Controlling AI isn’t enough
Is controlling AI is enough? AI safety has a steering problem, not just a brakes problem. We have to make it care about the right things.
As AI systems become more capable, the foundational question isn’t merely how do we contain them? It’s: what are they optimising for, and why should we trust that objective? “Capability control” measures – tripwires, sandboxing, shutdown switches, restricted tool access – can reduce risk for weaker systems. But as capability scales, those measures become more brittle, more gameable, and less fault-tolerant.1, 2
This isn’t an argument against control. It’s an argument against treating control as the whole game. Brakes are great. Brakes without steering just means you crash more politely.
Alignment is hard and unresolved – it’s hard to know how long it might take to solve it – that’s why it must be treated as a first-order problem now.
Control constrains behaviour. Values determine direction.
Control and governance buy time; value alignment determines where time takes us.
Values sit upstream of everything an advanced system (i.e. superintelligence) will do: how it interprets instructions, pursues goals, weighs trade-offs, generalises to new contexts, and plans across time. If the underlying values (explicit or implicit) are flawed, then more intelligence just means faster, more competent optimisation of the wrong thing.
So the core safety question becomes: can we shape the system’s motivations so that, under novel conditions and long horizons, it reliably tends towards outcomes we’d endorse on adequate reflection?
That is a different problem than obedience. A system can be obedient in the small and catastrophically misdirected in the large.
Control is part of AI safety.

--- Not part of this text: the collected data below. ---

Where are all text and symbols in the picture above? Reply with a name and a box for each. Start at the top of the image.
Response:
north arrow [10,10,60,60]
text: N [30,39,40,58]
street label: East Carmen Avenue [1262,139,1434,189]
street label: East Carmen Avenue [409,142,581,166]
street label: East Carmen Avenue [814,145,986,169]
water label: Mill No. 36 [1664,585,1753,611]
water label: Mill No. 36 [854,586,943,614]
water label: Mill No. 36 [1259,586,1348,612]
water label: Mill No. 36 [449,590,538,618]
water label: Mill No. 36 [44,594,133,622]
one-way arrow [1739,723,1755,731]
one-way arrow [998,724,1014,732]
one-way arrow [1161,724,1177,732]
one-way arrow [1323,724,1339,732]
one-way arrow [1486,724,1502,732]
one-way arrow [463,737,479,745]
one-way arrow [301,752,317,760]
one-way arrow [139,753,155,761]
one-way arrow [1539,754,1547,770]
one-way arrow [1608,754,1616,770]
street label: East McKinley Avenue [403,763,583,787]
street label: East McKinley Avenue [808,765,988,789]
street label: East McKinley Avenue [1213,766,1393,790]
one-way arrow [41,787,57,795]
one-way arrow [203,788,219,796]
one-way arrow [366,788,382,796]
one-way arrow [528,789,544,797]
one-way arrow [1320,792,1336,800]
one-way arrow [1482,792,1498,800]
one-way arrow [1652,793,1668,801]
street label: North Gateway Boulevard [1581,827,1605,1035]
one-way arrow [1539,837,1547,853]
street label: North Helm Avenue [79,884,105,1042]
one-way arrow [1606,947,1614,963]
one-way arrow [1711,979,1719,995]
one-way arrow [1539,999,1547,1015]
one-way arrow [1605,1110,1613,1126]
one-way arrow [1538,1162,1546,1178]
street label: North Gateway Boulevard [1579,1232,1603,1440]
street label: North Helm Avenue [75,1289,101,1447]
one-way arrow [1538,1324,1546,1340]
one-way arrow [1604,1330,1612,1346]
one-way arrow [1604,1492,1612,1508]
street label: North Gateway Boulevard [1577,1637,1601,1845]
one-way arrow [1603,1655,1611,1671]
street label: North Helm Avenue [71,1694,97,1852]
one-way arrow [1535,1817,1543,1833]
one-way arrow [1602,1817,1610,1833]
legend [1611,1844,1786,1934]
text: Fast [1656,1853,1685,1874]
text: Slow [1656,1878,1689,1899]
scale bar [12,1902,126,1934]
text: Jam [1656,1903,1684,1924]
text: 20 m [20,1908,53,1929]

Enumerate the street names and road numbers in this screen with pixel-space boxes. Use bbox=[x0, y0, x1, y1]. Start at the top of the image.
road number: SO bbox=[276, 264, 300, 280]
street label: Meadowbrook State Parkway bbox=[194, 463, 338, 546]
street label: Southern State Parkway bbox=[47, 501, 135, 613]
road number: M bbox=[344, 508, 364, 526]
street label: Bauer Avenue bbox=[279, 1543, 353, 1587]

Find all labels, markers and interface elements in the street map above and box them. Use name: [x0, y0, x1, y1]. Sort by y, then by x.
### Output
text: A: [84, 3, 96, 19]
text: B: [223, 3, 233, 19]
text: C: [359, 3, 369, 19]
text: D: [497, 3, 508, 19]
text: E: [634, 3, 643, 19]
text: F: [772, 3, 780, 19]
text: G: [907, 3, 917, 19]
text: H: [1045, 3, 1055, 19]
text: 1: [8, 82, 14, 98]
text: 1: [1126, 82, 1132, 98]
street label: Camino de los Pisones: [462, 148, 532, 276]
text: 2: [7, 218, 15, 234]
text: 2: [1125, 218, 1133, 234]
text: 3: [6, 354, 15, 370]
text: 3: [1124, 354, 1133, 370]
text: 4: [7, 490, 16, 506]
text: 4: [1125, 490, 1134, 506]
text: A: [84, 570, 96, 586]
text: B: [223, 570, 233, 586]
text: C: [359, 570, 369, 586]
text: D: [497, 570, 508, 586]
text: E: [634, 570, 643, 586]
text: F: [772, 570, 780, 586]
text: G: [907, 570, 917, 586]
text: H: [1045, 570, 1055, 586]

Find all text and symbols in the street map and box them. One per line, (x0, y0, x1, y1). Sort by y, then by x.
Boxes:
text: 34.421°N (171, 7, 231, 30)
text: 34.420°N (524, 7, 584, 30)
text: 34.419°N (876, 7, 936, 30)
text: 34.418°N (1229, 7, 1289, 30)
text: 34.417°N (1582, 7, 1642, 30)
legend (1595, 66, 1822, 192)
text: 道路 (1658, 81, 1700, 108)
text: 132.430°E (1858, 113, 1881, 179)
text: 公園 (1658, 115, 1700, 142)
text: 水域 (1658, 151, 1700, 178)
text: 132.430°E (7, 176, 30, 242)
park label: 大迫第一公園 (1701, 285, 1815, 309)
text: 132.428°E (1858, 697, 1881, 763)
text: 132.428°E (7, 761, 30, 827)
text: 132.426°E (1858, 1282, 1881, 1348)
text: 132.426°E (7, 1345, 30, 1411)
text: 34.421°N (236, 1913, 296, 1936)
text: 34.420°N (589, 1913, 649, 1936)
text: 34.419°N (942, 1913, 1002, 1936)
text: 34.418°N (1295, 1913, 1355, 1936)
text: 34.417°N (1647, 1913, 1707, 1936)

It isn’t the point of AI safety.
Why naive alignment to human values is not a sound plan
Attempting to directly align AI with “human values” sounds intuitive – until you ask which humans, which values, which conflicts, and which time slice.
Human values are inconsistent within individuals, unstable over time, and fragmented across cultures. If you treat this mess as the target, you haven’t succeeded in avoiding the hard problem of value loading – you’ve imported it into the objective function. 3, 4, 5
In practice, naive value-learning risks becoming:
- Preference laundering: whatever a powerful actor can get labelled “human values”.
- Incoherent aggregation: optimising a weighted average of contradictions.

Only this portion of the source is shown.